Stored items:
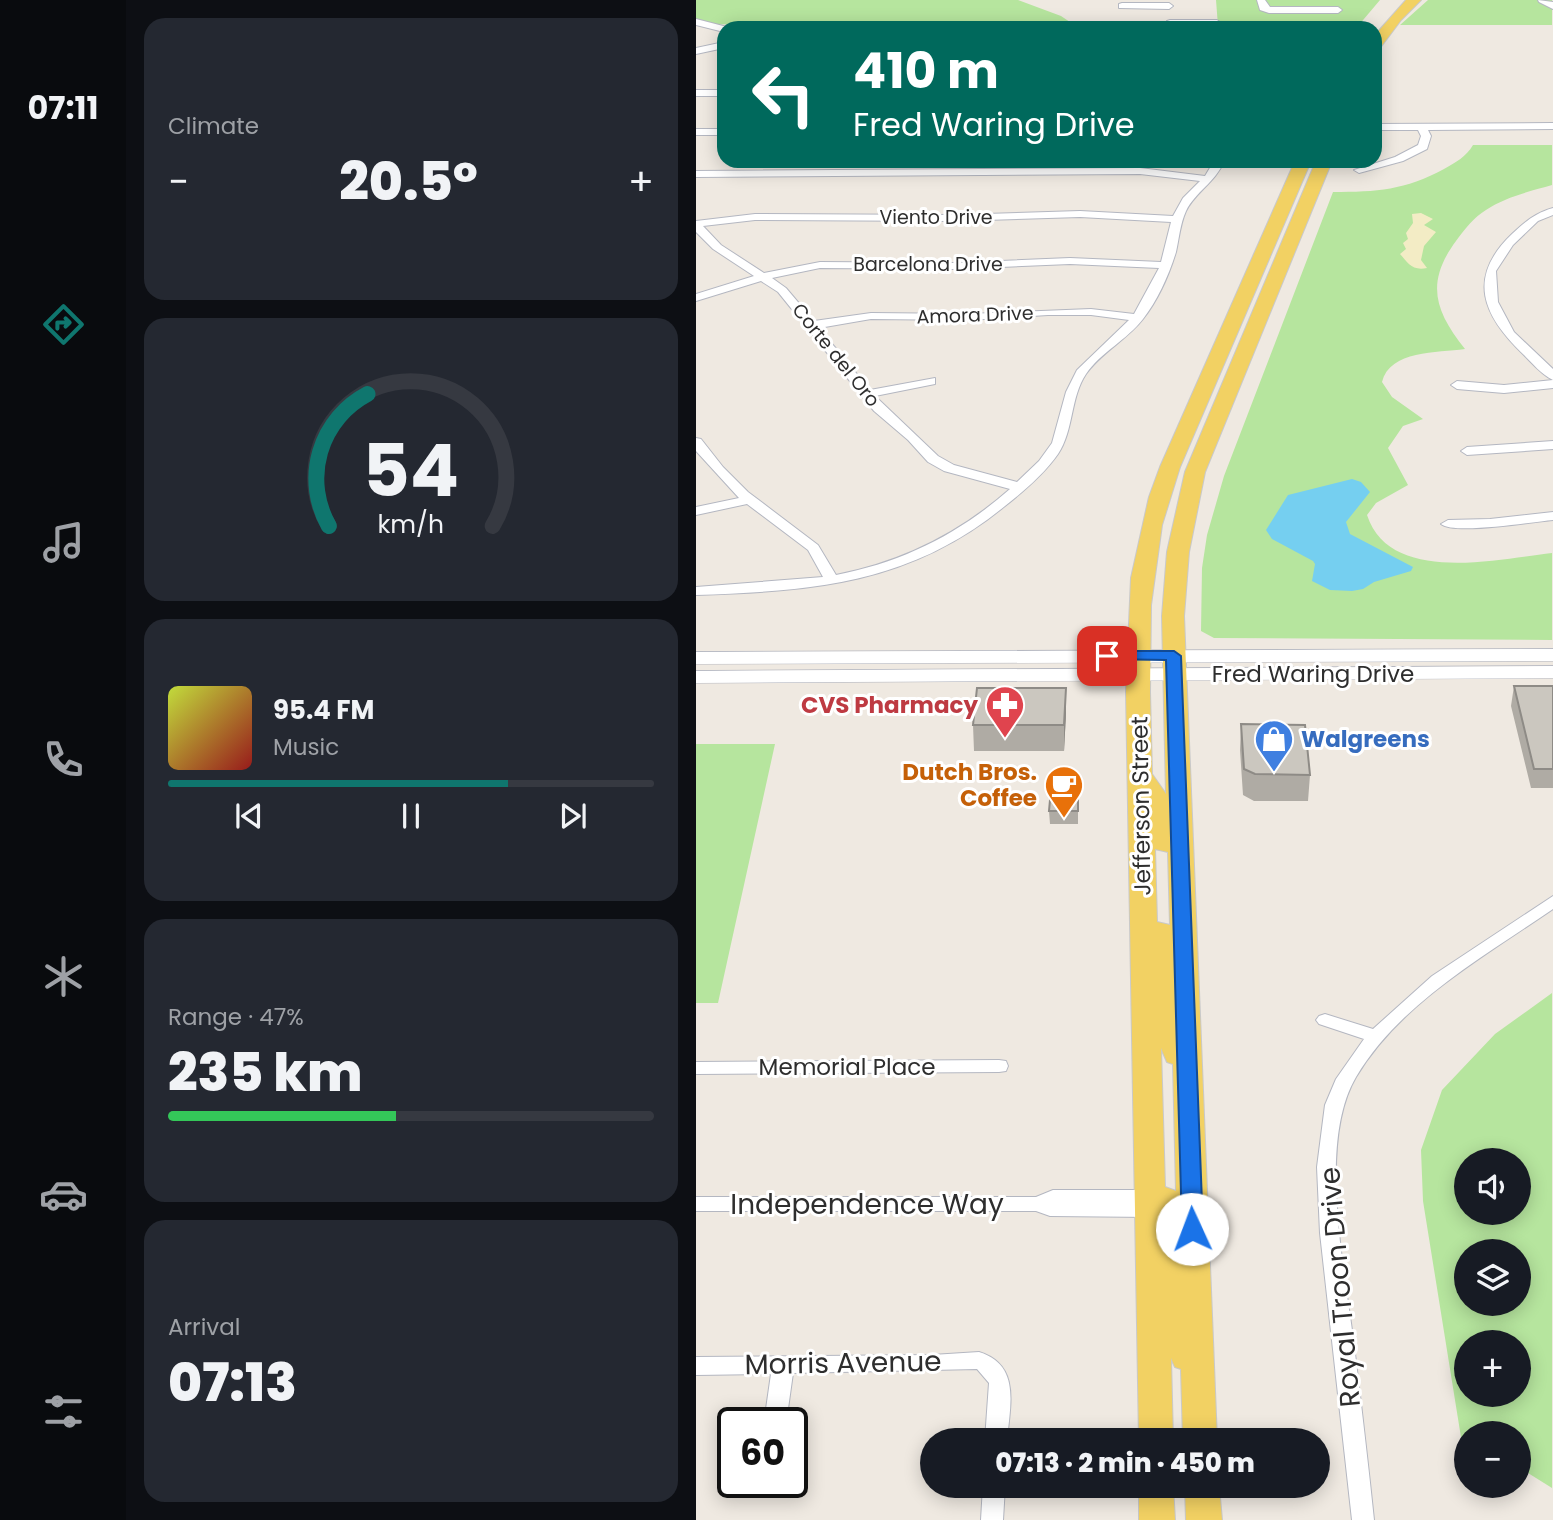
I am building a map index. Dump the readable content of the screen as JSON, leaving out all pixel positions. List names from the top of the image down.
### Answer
{
  "streets": {
    "main road": ["Fred Waring Drive", "Jefferson Street"],
    "street": [
      "Viento Drive",
      "Barcelona Drive",
      "Amora Drive",
      "Corte del Oro",
      "Memorial Place",
      "Independence Way",
      "Royal Troon Drive",
      "Morris Avenue"
    ]
  },
  "crossings": [
    ["Viento Drive", "Corte del Oro"],
    ["Barcelona Drive", "Corte del Oro"],
    ["Amora Drive", "Corte del Oro"],
    ["Fred Waring Drive", "Jefferson Street"],
    ["Jefferson Street", "Independence Way"]
  ],
  "places": {
    "pharmacy": ["CVS Pharmacy"],
    "shop": ["Walgreens"],
    "cafe": ["Dutch Bros. Coffee"]
  },
  "page": {
    "tabs": "07:11",
    "tile": [
      "Climate",
      ["Range · 47%", "235 km"],
      ["Arrival", "07:13"]
    ],
    "turn": ["410 m", "Fred Waring Drive"],
    "heat": ["−", "20.5°", "+"],
    "song": ["95.4 FM", "Music"],
    "map_buttons": ["+", "−"],
    "limit": "60",
    "trip": "07:13 · 2 min · 450 m",
    "gauge": ["54", "km/h"]
  }
}
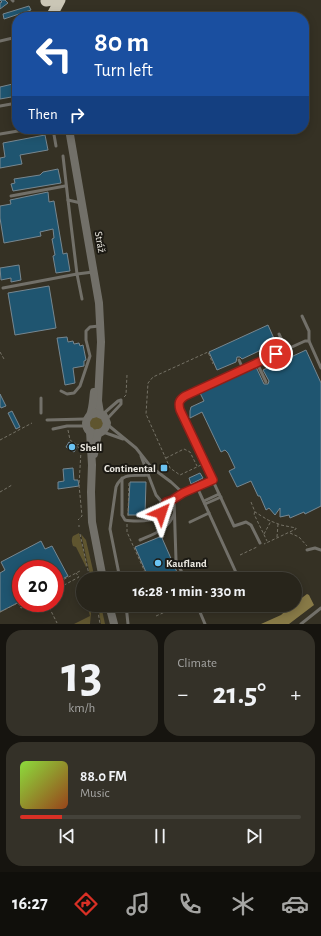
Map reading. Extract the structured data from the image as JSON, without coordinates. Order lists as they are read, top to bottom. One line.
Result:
{"streets":{"street":["Stráž"]},"places":{"other":["Shell","Kaufland"],"transit":["Continental"]},"page":{"turn":["80 m","Turn left"],"then":"Then","limit":"20","trip":"16:28 · 1 min · 330 m","tile":[["13","km/h"],"Climate"],"heat":["−","21.5°","+"],"song":["88.0 FM","Music"],"tabs":"16:27"}}
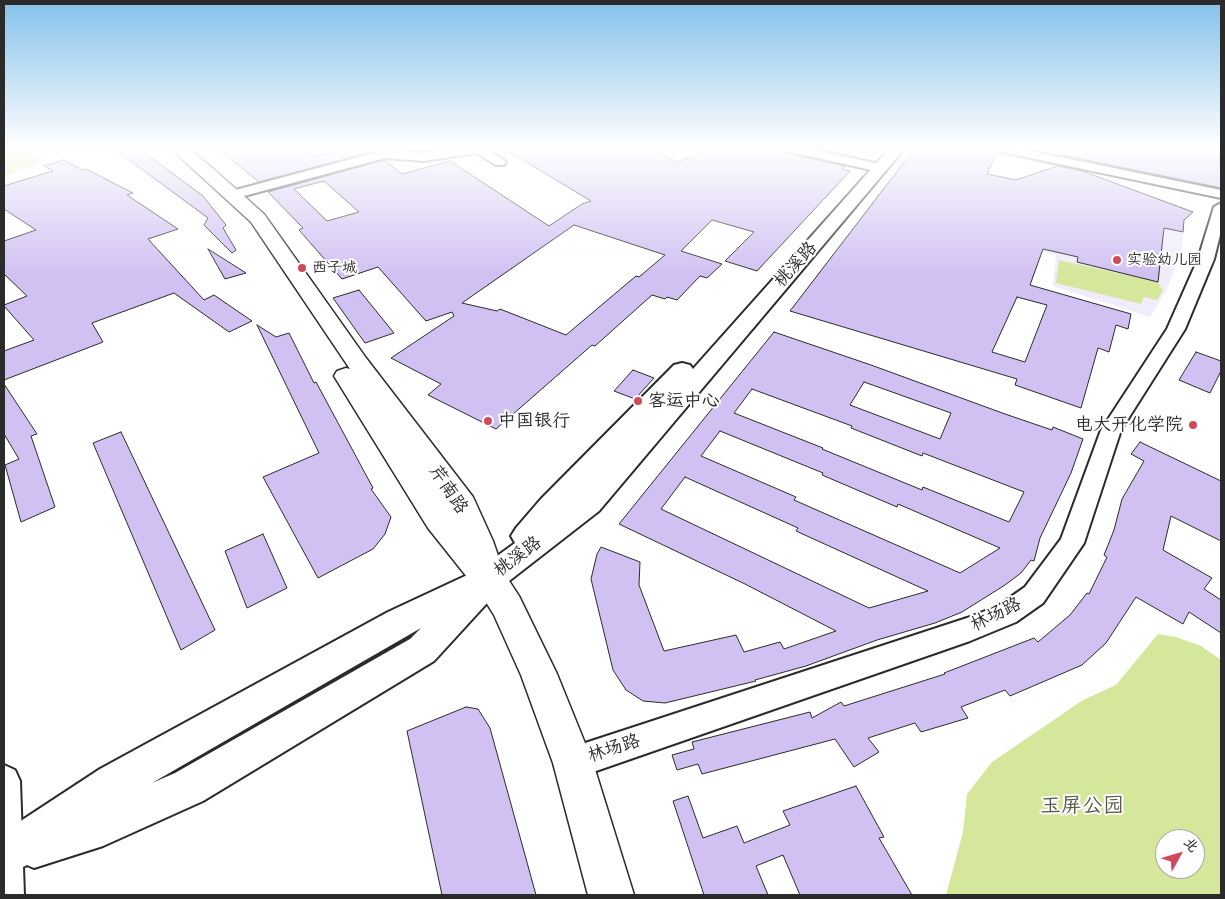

What to produce :: A verbatim copy of every entry is wanted; the pictures stay out of it.

Solution to the problem ::
I am building a map index. Dump the readable content of the screen as JSON, leaving out all pixel positions. List names from the top of the image down.
### Answer
{
  "streets": {
    "main road": ["Fred Waring Drive", "Jefferson Street"],
    "street": [
      "Viento Drive",
      "Barcelona Drive",
      "Amora Drive",
      "Corte del Oro",
      "Memorial Place",
      "Independence Way",
      "Royal Troon Drive",
      "Morris Avenue"
    ]
  },
  "crossings": [
    ["Viento Drive", "Corte del Oro"],
    ["Barcelona Drive", "Corte del Oro"],
    ["Amora Drive", "Corte del Oro"],
    ["Fred Waring Drive", "Jefferson Street"],
    ["Jefferson Street", "Independence Way"]
  ],
  "places": {
    "pharmacy": ["CVS Pharmacy"],
    "shop": ["Walgreens"],
    "cafe": ["Dutch Bros. Coffee"]
  },
  "page": {
    "tabs": "07:11",
    "tile": [
      "Climate",
      ["Range · 47%", "235 km"],
      ["Arrival", "07:13"]
    ],
    "turn": ["410 m", "Fred Waring Drive"],
    "heat": ["−", "20.5°", "+"],
    "song": ["95.4 FM", "Music"],
    "map_buttons": ["+", "−"],
    "limit": "60",
    "trip": "07:13 · 2 min · 450 m",
    "gauge": ["54", "km/h"]
  }
}
Map reading. Extract the structured data from the image as JSON, without coordinates. Order lists as they are read, top to bottom. One line.
Result:
{"streets":{"street":["Stráž"]},"places":{"other":["Shell","Kaufland"],"transit":["Continental"]},"page":{"turn":["80 m","Turn left"],"then":"Then","limit":"20","trip":"16:28 · 1 min · 330 m","tile":[["13","km/h"],"Climate"],"heat":["−","21.5°","+"],"song":["88.0 FM","Music"],"tabs":"16:27"}}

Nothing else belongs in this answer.